In this instance, the question of the debtor's fraud was fully and necessarily decided in the prior state court litigation consistent with and under an evidentiary standard at least as stringent as employed in determining dischargeability under § 523(a). A claim of liability for fraudulent and deceptive business practices under the Vermont Consumer Fraud Act was specifically pled and there was a specific finding of liability thereunder as evident by the trial court's granting of treble damages and attorneys fees under the Act. The action in state court involved the same allegations and the same parties as are before the Court in this adversary proceeding. The plaintiffs proved the statutory requirements of the Consumer Fraud Act [ 9 V.S.A. § 2461] and persuaded the state court that the debtor obtained money from the plaintiff by false pretenses. The fact that the state court judgment was a default entered after the defendant initially appeared through legal counsel and subsequently failed to appear in defense of the claim does not preclude this Court from giving the state court judgment collateral estoppel effect. See Kelleran v. Andrijevic, 825 F.2d 692 (2nd Cir. 1987); cf. In re Roberti, 201 B.R. 614, 618-619 (Bankr.D.Conn. 1996). Moreover, bankruptcy courts are bound by the liability determinations of a state court unless the party opposing acceptance of the state court default judgment demonstrates that the judgment was procured by fraud or collusion. See Kelleran v. Andrijevic, supra. There is no allegation of fraud or collusion in the procurement of the instant state court default judgment raised by the defendant in his responsive pleading. This Court also finds that application of principles of issue preclusion would likewise be fair under the particular circumstances of this matter. Therefore, the defendant is precluded from relitigating the issue of fraud regarding the underlying debt. See In re Nourbakhsh, 162 B.R. 841 (9th Cir. BAP 1994); In re Cornell, 178 B.R. 45 (Bankr.D.Conn. 1995).

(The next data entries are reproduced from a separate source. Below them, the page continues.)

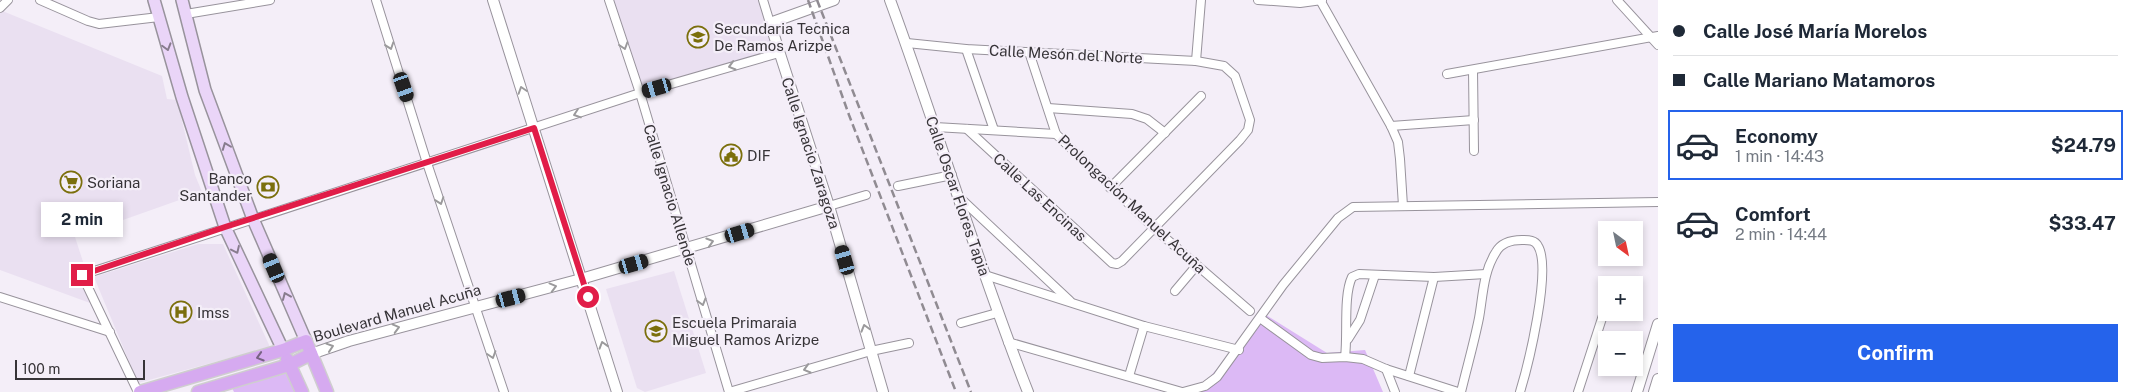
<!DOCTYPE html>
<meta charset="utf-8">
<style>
:root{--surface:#fff;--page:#f2f2f3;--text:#1f2937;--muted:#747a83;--line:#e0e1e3;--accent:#2563eb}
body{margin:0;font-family:"Public Sans",sans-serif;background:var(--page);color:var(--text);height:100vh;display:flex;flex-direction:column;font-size:19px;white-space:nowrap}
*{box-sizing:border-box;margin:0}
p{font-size:16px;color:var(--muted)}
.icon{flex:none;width:28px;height:28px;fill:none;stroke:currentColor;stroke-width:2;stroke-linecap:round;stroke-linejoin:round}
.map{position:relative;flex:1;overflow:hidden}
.sheet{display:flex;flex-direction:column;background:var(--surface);width:475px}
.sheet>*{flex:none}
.guide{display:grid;align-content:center;height:110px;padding:0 15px;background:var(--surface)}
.needle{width:32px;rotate:147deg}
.controls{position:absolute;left:1598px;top:221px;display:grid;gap:10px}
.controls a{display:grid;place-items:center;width:45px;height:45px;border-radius:0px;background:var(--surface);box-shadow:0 2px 8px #0003;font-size:25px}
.scale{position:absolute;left:15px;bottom:12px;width:130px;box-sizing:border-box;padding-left:5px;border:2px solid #373438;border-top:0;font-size:14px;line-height:18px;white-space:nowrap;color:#373438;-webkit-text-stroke:4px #f4eef8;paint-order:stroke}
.end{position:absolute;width:22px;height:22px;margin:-11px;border:6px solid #e11d48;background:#fff;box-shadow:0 0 0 2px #fff}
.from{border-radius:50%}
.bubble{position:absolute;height:35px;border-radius:0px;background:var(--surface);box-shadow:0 2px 8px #0003;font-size:16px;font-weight:700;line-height:35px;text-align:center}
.car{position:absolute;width:15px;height:30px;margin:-15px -8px;border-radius:6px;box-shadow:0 0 4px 1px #0007;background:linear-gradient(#222 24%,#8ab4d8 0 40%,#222 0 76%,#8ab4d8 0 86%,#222 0)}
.guide b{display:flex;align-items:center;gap:18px;height:48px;font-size:19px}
.guide b+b{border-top:1px solid var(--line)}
.guide i{width:12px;height:12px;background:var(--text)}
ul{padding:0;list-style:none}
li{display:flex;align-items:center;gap:15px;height:70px;margin:0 10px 8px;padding:0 5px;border:2px solid transparent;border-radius:0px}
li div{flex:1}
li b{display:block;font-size:19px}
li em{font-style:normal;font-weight:700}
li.active{border-color:var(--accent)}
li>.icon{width:45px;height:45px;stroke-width:1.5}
.primary-button{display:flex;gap:10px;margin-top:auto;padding:10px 15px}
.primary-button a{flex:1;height:58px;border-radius:0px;background:var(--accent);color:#fff;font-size:20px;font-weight:700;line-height:58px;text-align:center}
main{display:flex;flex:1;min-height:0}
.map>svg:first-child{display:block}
</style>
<main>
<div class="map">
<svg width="1658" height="392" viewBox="0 0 1658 392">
<rect width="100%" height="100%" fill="#f4eef8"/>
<g fill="#eae0f1">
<polygon points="610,0 760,0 778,51 641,92"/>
<polygon points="0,10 162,76 167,99 177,100 195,175 202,192 75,237 85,268 78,273 90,303 0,270"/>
<polygon points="198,244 223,244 270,347 138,383 94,277"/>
<polygon points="674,271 706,373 645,392 637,388 606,289"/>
</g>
<g fill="#dcb9f5">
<polygon points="1266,315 1327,353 1365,350 1383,392 1196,392"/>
<polygon points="289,371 299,392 234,392 232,388"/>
</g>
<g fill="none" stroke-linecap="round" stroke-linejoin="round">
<g stroke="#98939c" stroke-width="10">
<g id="minor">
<polyline points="40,0 88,21 99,24 159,17"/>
<polyline points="376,0 427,163 504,392"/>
<polyline points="609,0 640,93 729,392"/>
<polyline points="763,0 770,23"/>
<polyline points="1258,0 1300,3 1322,0"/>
<polyline points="1320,0 1391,126 1398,142 1400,159 1403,206"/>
<polyline points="1617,0 1658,45"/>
<polyline points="0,8 8,0"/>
<polyline points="186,14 270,0"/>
<polyline points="907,43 966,49 1196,61 1224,66 1235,76 1250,120 1248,130 1240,140 1122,261 1117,264 1112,263 967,129"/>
<polyline points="966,49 994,130"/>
<polyline points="1029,52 1056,134 1155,229 1250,311"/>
<polyline points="1196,61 1201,0"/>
<polyline points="1473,70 1474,151"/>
<polyline points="1447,74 1658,36"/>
<polyline points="1048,108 1132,114 1147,119 1165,133"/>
<polyline points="1391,126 1474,120"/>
<polyline points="935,127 1056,134"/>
<polyline points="898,186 952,175"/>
<polyline points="1110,188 1201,96"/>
<polyline points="959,197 1070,301"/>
<polyline points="829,206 866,195"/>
<polyline points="985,275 1144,326 1239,350"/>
<polyline points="1613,285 1614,283"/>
<polyline points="1175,291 1197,265"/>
<polyline points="0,297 110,332"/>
<polyline points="1260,318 1311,355 1322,358 1345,357 1363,359 1386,369 1458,392"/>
<polyline points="961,323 997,313"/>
<polyline points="1348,339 1360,320 1375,275"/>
<polyline points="1008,342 1182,392"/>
<path d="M 1345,357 C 1348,334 1343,296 1352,277 L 1359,274 L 1434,277 L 1486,274"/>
<polyline points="1386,369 1395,392"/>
<polyline points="1129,376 1144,326"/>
<polyline points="1409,376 1434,277"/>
<polyline points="138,392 82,275 640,93 779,53"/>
<polyline points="729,392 871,351 909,343"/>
<polyline points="1183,392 1205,386 1217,377 1283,285 1338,218 1353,207 1658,202"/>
<path d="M 1461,392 C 1467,367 1474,343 1479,318 C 1483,296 1483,272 1496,252 C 1501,243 1512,240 1522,240 C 1529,240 1535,240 1538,246 C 1552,269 1528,366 1520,392"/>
<polyline points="1578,392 1606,306"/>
</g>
</g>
<g stroke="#98939c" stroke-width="12">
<g id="tertiary">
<polyline points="493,0 617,392"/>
<polyline points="834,0 770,23 829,206 883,392"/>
<path d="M 890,0 C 938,130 977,263 1028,392"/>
<polyline points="311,354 349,341 581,279 829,206"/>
<polyline points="1637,392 1658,324"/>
<polyline points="1654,392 1658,379"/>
</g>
</g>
<g stroke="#98939c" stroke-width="14">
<g id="secondary">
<polyline points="154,0 182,97 225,227 283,350"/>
<polyline points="182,0 205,90 253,219 306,341"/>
</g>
</g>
<g stroke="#cfcecf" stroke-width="15">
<g id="primary">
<polyline points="287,359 302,392"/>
<polyline points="140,392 283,350 306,341 327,392"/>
<polyline points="198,392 289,365 311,354"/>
</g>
</g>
<use href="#minor" stroke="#fff" stroke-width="8"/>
<use href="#tertiary" stroke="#fff" stroke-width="10"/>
<use href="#secondary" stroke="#ead5f8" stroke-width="11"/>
<use href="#primary" stroke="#d6aaf0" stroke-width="12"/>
<g stroke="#908b92" stroke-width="2.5" stroke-dasharray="8 4" stroke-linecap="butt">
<polyline points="808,0 849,115 956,392"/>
<polyline points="817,0 971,392"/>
</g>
</g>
<defs><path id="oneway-chevron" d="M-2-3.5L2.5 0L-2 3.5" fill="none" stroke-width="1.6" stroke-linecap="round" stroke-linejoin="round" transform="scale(1.25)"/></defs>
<g stroke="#9b9a9c">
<use href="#oneway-chevron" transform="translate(390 46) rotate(71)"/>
<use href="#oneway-chevron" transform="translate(624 46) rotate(72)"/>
<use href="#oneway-chevron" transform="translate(732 66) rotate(164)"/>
<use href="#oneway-chevron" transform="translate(522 90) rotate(-108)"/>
<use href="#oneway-chevron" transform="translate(577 114) rotate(161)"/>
<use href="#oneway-chevron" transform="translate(440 201) rotate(71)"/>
<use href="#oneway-chevron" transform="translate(710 242) rotate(-17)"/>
<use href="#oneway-chevron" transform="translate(553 287) rotate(-15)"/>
<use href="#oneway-chevron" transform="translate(702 302) rotate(74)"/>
<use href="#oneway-chevron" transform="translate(396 328) rotate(-15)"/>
<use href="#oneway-chevron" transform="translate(865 328) rotate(-106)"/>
<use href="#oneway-chevron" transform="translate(603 345) rotate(-107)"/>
<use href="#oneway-chevron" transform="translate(330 347) rotate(-18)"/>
<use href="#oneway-chevron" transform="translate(492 355) rotate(72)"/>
<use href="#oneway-chevron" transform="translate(807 369) rotate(164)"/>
</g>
<g stroke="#887c8e">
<use href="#oneway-chevron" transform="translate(167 47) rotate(74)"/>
<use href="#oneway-chevron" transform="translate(226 146) rotate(-111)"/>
<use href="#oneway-chevron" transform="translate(236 250) rotate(65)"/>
<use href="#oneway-chevron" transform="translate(286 296) rotate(-113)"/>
</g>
<use stroke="#776382" href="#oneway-chevron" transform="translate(260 357) rotate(163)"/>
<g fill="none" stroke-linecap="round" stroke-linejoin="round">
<polyline stroke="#e11d48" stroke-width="6" points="82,275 225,227 534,128 588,297"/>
</g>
<defs>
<g id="school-ring" transform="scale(1.125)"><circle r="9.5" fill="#f4eef8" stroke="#7b6f0c" stroke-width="1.5"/><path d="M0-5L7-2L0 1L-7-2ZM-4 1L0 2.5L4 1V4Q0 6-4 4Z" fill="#7b6f0c"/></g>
<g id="civic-ring" transform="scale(1.125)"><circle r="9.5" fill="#f4eef8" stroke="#7b6f0c" stroke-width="1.5"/><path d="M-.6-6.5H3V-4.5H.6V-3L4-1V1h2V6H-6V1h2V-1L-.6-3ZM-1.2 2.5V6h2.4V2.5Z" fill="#7b6f0c"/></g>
<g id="supermarket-ring" transform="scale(1.125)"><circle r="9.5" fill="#f4eef8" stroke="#7b6f0c" stroke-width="1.5"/><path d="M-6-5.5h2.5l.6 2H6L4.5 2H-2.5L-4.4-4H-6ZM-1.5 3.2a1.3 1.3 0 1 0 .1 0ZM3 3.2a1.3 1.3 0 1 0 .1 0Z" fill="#7b6f0c"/></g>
<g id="bank-ring" transform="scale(1.125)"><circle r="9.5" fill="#f4eef8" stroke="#7b6f0c" stroke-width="1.5"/><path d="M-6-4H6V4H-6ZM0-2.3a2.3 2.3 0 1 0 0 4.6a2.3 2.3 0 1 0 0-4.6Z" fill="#7b6f0c"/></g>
<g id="hospital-ring" transform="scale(1.125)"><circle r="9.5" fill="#f4eef8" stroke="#7b6f0c" stroke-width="1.5"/><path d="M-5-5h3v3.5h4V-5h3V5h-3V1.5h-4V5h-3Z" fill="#7b6f0c"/></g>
</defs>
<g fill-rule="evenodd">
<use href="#school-ring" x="698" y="37"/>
<use href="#civic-ring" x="731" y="155"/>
<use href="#supermarket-ring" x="71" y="182"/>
<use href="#bank-ring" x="268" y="187"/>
<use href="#hospital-ring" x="181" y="312"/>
<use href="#school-ring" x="656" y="331"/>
</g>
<g text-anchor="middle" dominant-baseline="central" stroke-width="4.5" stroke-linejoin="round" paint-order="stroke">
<g font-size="15" fill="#373438" stroke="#f4eef8" text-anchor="start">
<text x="714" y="28">Secundaria Tecnica<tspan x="714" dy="17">De Ramos Arizpe</tspan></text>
<text x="747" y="155">DIF</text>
<text x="252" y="178" text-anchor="end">Banco<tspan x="252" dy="17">Santander</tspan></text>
<text x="87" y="182">Soriana</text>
<text x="197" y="312">Imss</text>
<text x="672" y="322">Escuela Primaraia<tspan x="672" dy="17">Miguel Ramos Arizpe</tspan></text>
</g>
<g font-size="15" fill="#373438" stroke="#f4eef8">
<text transform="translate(1066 54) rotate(3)">Calle Mesón del Norte</text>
<text transform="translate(811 153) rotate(72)">Calle Ignacio Zaragoza</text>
<text transform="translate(670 195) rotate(73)">Calle Ignacio Allende</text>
<text transform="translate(958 196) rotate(71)">Calle Oscar Flores Tapia</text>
<text transform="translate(1040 197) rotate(43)">Calle Las Encinas</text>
<text transform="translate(1132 204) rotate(43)">Prolongación Manuel Acuña</text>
<text transform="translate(397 313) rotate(-16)">Boulevard Manuel Acuña</text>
</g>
</g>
</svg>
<div class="controls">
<a><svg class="needle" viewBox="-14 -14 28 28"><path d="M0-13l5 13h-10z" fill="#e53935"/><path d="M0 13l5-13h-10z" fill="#747a83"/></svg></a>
<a>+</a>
<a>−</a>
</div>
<div class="scale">100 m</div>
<i class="end from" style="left:588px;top:297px"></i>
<i class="end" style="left:82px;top:275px"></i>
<div class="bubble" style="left:41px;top:202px;width:82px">2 min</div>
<i class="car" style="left:404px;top:87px;rotate:161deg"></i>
<i class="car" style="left:657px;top:88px;rotate:254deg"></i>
<i class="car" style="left:740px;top:233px;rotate:73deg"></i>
<i class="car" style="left:845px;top:260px;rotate:344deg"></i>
<i class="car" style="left:634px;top:264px;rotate:74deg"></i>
<i class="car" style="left:274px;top:268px;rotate:337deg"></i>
<i class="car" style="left:511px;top:298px;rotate:75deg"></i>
</div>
<section class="sheet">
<div class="guide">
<b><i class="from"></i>Calle José María Morelos</b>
<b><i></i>Calle Mariano Matamoros</b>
</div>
<ul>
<li class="active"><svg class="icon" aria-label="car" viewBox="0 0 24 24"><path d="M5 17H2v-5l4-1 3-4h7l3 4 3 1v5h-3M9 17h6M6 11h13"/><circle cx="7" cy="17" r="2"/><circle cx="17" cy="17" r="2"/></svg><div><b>Economy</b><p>1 min · 14:43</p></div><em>$24.79</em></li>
<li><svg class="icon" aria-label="car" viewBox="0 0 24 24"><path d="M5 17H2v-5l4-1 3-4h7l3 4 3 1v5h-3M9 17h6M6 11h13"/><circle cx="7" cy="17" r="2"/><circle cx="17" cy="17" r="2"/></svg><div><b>Comfort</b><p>2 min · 14:44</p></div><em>$33.47</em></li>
</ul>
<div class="primary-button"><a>Confirm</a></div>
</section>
</main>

This Court specifically finds that (1) it must accept and enforce the state court's judgment under the specific circumstances presented by this case; (2) the state court judgment made all of the findings required for a determination under 11 U.S.C. § 523(a)(2); and (3) based upon the findings of the state court after an evidentiary hearing upon notice to defendant of an award of treble damages and attorney's fees pursuant to the Vermont Consumer Fraud Act, the criteria of 11 U.S.C. § 523(a)(2) are satisfied. Based upon the foregoing, the plaintiffs' Motion for Summary Judgment is GRANTED. The judgment in the amount of $24,487.25 is held to be non-dischargeable pursuant to 11 U.S.C. § 523(a)(2).